The officials said the project is expected to help turn S. Korea into an Asian hub for high-tech, advanced content creation. As per Yonhap News Agency, Stephan Trojansky, the head of Netflix's Scanline VFX unit, said that he hopes the proposed huge investment in the country will create more new jobs as well as foster good cooperation with local firms.
"We would like to create 200 jobs for the next six years, and bring new technology of real-time filmmaking and virtual production into the market," the visual effects company leader said at a news conference that was recently held in Seoul. "And develop together this local ecosystem with local universities, bringing training programs and creating opportunities to overall strengthen the local ecosystem of visual effect companies in Korea."
It was noted that the investment was announced amid the deepening competition in the nation's streaming market. This is a time when Netflix and its rivals are all looking to produce original content after the former released the massively successful "Squid Game."

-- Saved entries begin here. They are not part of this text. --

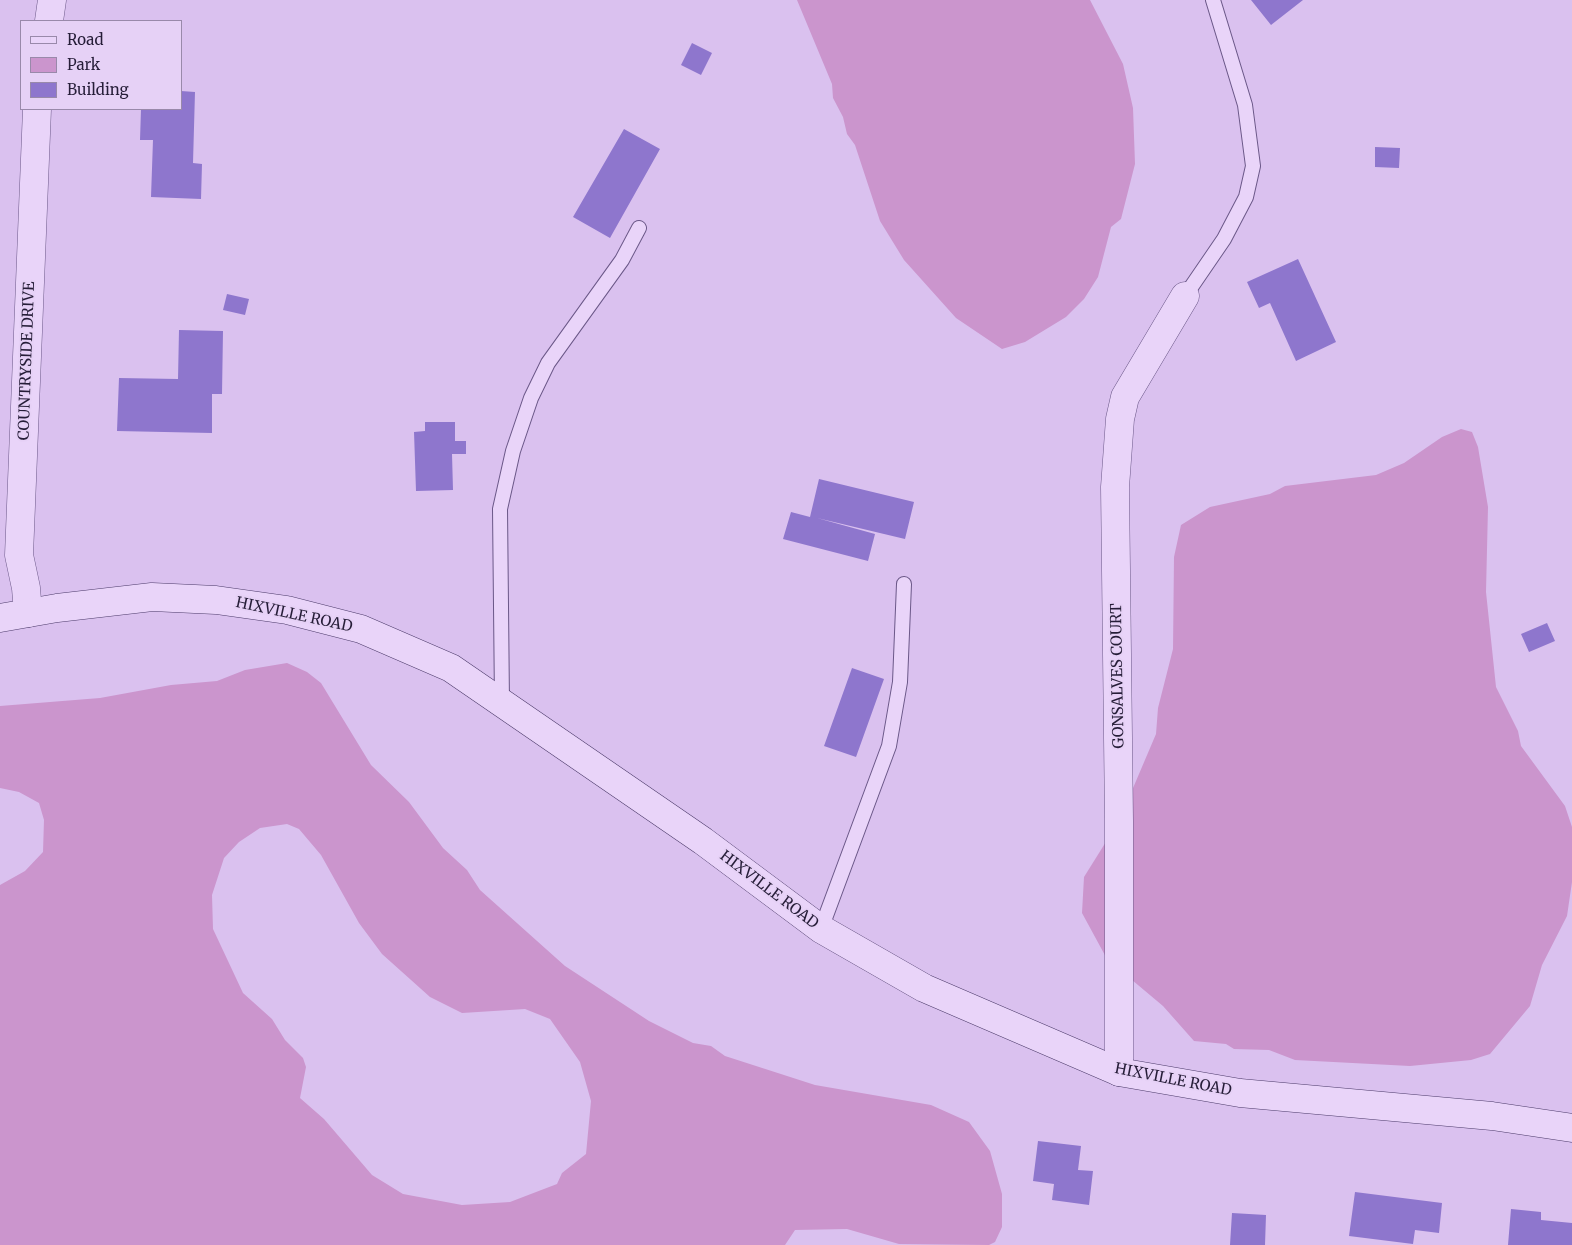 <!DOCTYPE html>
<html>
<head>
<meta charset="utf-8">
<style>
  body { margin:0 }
  #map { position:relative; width:1572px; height:1245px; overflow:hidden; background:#dac1ef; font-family:Merriweather,serif }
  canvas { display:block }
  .legend { position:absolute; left:20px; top:20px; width:162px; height:90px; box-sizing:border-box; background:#e6d1f6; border:1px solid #9989aa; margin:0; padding:6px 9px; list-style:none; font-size:15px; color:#261d38 }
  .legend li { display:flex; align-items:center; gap:10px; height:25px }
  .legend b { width:25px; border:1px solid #9989aa }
</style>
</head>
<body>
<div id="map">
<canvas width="1572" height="1245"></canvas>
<ul class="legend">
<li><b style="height:6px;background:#e9d4f9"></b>Road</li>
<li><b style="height:14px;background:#cb95cd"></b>Park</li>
<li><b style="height:14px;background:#8e76cd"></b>Building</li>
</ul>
</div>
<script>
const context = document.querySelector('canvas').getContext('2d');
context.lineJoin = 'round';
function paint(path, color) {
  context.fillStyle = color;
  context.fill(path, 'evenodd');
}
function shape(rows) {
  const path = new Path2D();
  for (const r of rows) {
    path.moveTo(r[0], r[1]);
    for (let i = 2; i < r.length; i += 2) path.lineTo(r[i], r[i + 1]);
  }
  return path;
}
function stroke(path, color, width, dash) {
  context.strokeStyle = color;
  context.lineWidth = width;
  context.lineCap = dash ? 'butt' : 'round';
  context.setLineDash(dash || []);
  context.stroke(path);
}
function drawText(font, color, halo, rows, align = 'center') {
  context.font = font + ' Merriweather,serif';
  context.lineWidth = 4;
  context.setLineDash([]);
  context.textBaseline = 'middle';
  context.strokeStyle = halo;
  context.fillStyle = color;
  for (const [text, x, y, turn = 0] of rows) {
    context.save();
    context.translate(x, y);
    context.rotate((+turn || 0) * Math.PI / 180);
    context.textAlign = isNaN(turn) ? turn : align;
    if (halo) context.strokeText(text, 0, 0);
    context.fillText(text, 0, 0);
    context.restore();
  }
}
paint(shape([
  [797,0,1090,0,1123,64,1133,108,1135,164,1121,219,1111,227,1098,277,1084,299,1066,317,1025,342,1002,349,956,318,904,260,880,221,855,145,847,134,843,117,833,98,832,84],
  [1461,429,1472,432,1478,447,1488,507,1486,592,1496,687,1518,731,1521,746,1565,806,1572,827,1572,882,1567,916,1542,965,1530,1006,1490,1054,1471,1060,1410,1066,1295,1060,1269,1050,1234,1049,1226,1044,1194,1041,1163,1006,1107,959,1082,913,1084,877,1119,821,1156,734,1158,708,1173,649,1174,557,1181,525,1210,507,1270,494,1285,486,1376,475,1404,463,1442,437],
  [287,663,307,672,321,683,371,765,409,802,443,848,467,870,480,890,565,966,649,1021,693,1043,711,1046,725,1056,815,1085,931,1105,969,1122,990,1151,1002,1194,1002,1227,995,1242,989,1245,899,1244,847,1229,795,1230,785,1245,0,1245,0,885,25,871,43,852,44,820,39,803,19,792,0,788,0,706,100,698,171,685,217,681,245,670],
  [287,824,299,829,321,855,359,923,382,954,430,997,462,1013,525,1009,550,1019,580,1062,591,1101,586,1154,562,1173,557,1184,510,1202,462,1205,403,1194,372,1175,324,1119,300,1098,306,1067,303,1058,285,1040,272,1019,243,993,213,929,212,895,224,858,239,842,260,828]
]), '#cb95cd');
paint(shape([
  [1251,0,1303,0,1271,25],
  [692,43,712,53,701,75,681,65],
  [181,91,195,92,193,163,202,164,201,199,151,197,153,140,140,140,141,109,181,109],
  [624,129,660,149,610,238,573,217],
  [1375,147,1400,148,1399,168,1375,167],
  [1298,259,1336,342,1296,361,1270,303,1259,308,1247,282],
  [227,294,249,299,245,315,223,310],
  [179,330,223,331,222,394,212,394,212,433,117,431,119,378,178,379],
  [425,422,455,422,455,441,466,441,466,454,452,454,453,490,416,491,414,432,425,431],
  [819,479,914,502,905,539,817,518,875,534,868,561,783,539,791,512,810,517],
  [1547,623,1555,641,1529,652,1521,634],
  [852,668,884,679,856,757,824,746],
  [1038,1141,1081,1146,1078,1170,1093,1171,1089,1205,1052,1200,1054,1184,1033,1181],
  [1355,1192,1442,1203,1439,1233,1415,1230,1413,1244,1349,1236],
  [1511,1209,1541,1212,1541,1220,1572,1223,1572,1245,1508,1245],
  [1232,1213,1266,1215,1265,1245,1230,1245]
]), '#8e76cd');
const lane = shape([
  [1185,296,1224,239,1246,197,1253,166,1245,105,1213,0],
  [502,703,500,509,513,451,531,398,548,363,622,260,639,228],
  [821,929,889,746,900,682,904,584]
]);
const street = shape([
  [49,21,52,0],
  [28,613,26,588,19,555,37,109],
  [1119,1072,1119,821,1115,487,1120,419,1125,397,1185,296]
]);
const secondary = shape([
  [0,618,57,608,152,597,216,600,287,610,361,629,451,668,703,841,821,929,924,988,1119,1072,1240,1093,1492,1116,1572,1128]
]);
stroke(lane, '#6b5888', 16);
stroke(street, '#6b5888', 29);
stroke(secondary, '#4c3b6a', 29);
stroke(lane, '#e9d4f9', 14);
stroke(street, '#e9d4f9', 28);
stroke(secondary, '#e9d4f9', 28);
drawText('15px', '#261d38', '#e6d1f6', [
  ["COUNTRYSIDE DRIVE",27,361,-88],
  ["HIXVILLE ROAD",294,615,12],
  ["GONSALVES COURT",1118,676,-91],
  ["HIXVILLE ROAD",769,890,37],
  ["HIXVILLE ROAD",1173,1080,11]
]);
</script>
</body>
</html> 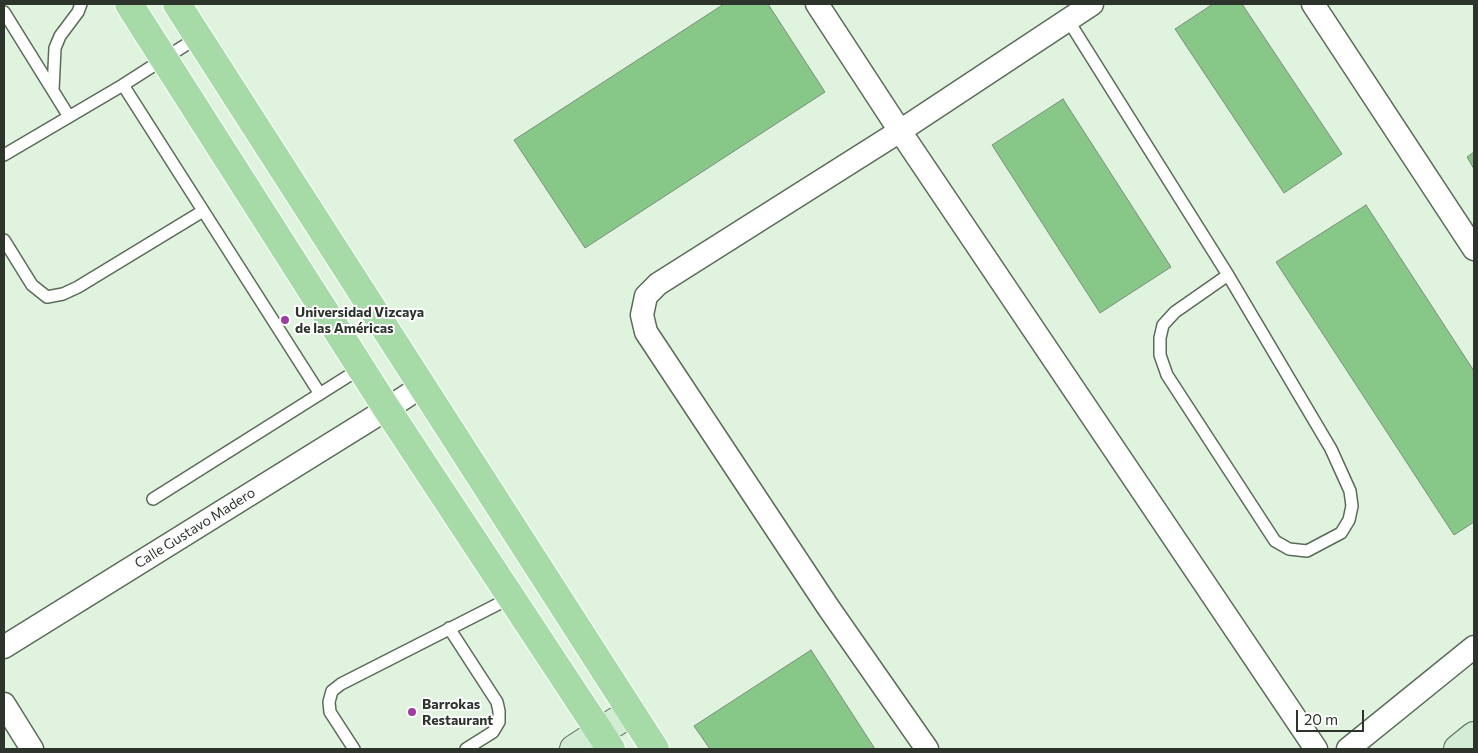 <!DOCTYPE html>
<html>
<head>
<meta charset="utf-8">
<style>
  body { margin:0 }
  #map { position:relative; width:1478px; height:753px; overflow:hidden; background:#e0f3df; font-family:Commissioner,sans-serif }
  canvas { display:block }
  .frame { position:absolute; inset:0; border:5px solid #2c342c; pointer-events:none }
  .scale { position:absolute; left:1296px; top:710px; width:68px; height:22px; box-sizing:border-box; border:2px solid #2c342c; border-top:0; padding-left:6px; font-size:15px; line-height:18px; white-space:nowrap; color:#2c342c; -webkit-text-stroke:4px #fff; paint-order:stroke }
</style>
</head>
<body>
<div id="map">
<canvas width="1478" height="753"></canvas>
<div class="frame"></div>
<div class="scale">20 m</div>
</div>
<script>
const ctx = document.querySelector('canvas').getContext('2d');
ctx.lineJoin = 'round';
function fillPath(path, color) { ctx.fillStyle = color; ctx.fill(path, 'evenodd'); }
const toPath = rows => new Path2D(rows.map(r => 'M' + r).join(''));
function trace(path, color, width, dash) { ctx.strokeStyle = color; ctx.lineWidth = width; ctx.lineCap = dash ? 'butt' : 'round'; ctx.setLineDash(dash || []); ctx.stroke(path); }
function label(font, color, halo, rows, align = 'center') {
  ctx.font = font + ' Commissioner,sans-serif'; ctx.lineWidth = 4; ctx.setLineDash([]); ctx.textBaseline = 'middle'; ctx.strokeStyle = halo; ctx.fillStyle = color; for (const [text, x, y, turn = 0] of rows) {
    ctx.save(); ctx.translate(x, y); ctx.rotate((+turn || 0) * Math.PI / 180); ctx.textAlign = isNaN(turn) ? turn : align; if (halo) ctx.strokeText(text, 0, 0); ctx.fillText(text, 0, 0); ctx.restore();
  }
}
const building = toPath([
  [724,4,768,4,825,92,585,248,514,140,724,4],
  [1213,4,1242,4,1342,154,1284,193,1175,29,1213,4],
  [1063,99,1171,267,1100,313,992,145,1063,99],
  [1474,152,1474,169,1467,157,1474,152],
  [1366,205,1474,371,1474,522,1454,535,1276,262,1366,205],
  [811,650,875,749,710,749,694,726,811,650]
]);
fillPath(building, '#87c787');
trace(building, '#7d8e7c', 1);
const lane = toPath([
  [4,12,68,115],
  [1068,20,1228,275,1331,449,1350,491,1352,506,1349,520,1341,533,1307,551,1289,549,1275,541,1167,375,1160,355,1160,338,1163,325,1175,312,1228,275],
  [123,85,320,394],
  [53,90,55,48,60,36,78,12,81,4],
  [4,155,123,85,198,37],
  [4,240,32,285,47,297,63,294,78,287,203,211],
  [153,499,361,368],
  [449,628,497,702,499,711,499,722,493,732,466,749],
  [354,749,330,712,329,702,332,691,341,684,512,597]
]);
const street = toPath([
  [817,4,900,131,1316,749],
  [1313,4,1474,249],
  [4,647,387,409,422,386],
  [4,704,32,749],
  [927,749,828,607,646,332,642,315,646,296,658,284,900,131,1092,4],
  [1348,749,1474,647]
]);
const secondary = toPath([
  [574,749,631,712],
  [1458,749,1474,736]
]);
const primary = toPath([
  [129,4,387,409,611,749],
  [177,4,655,749]
]);
trace(lane, '#5b6b5a', 14);
trace(street, '#5b6b5a', 25);
trace(secondary, '#5b6b5a', 30);
trace(primary, '#fff', 30);
trace(lane, '#fff', 11);
trace(street, '#fff', 22);
trace(secondary, '#d3edd4', 28);
trace(primary, '#a6dba8', 28);
for (const [x, y, r, color] of [
  [285,320,5,"#9c3ca4"],
  [412,712,5,"#9c3ca4"]
]) { const dot = new Path2D(); dot.arc(x, y, r, 0, 2 * Math.PI); ctx.fillStyle = color; ctx.fill(dot); trace(dot, '#fff', 2); }
label('bold 14px', '#2c342c', '#fff', [
  ["Universidad Vizcaya",295,312],
  ["de las Américas",295,328],
  ["Barrokas",422,704],
  ["Restaurant",422,720]
], 'left');
label('14px', '#2c342c', '#fff', [
  ["Calle Gustavo Madero",195,528,-32]
]);
</script>
</body>
</html>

Scanline VFX was first launched in Munich, Germany in 1989, and in November last year, it was reported that it has been acquired by Netflix. The visual effects company is involved in various projects not only for the streaming giant but with a number of global brands as well including Marvel Studios and Warner Bros. One of its most well-known works was the special effects in HBO's popular series "Game of Thrones."
In any case, the country's Ministry of Trade, Industry, and Energy vowed to give all the support that Netflix's Scanline VFX may need under relevant laws. The assistance is to help the company expedite the proposed investment in state-of-the-art movie production.
"Its investment marks the first of its kind in Asia to build facilities for movies' special effects that utilize virtual reality rendition technology," the MOTIE said in a statement. "It will lay the groundwork for South Korea to emerge as an Asian hub for content production based on information and communication technology."
Meanwhile, The Korea Times mentioned that the conference where Netflix's Scanline VFX announced its investment was organized by the MOTIE and attended by Trade Minister Ahn Duk Geun, Stephan Trojansky, and Yu Jeong Yeol, Korea Trade-Investment Promotion Agency president and CEO.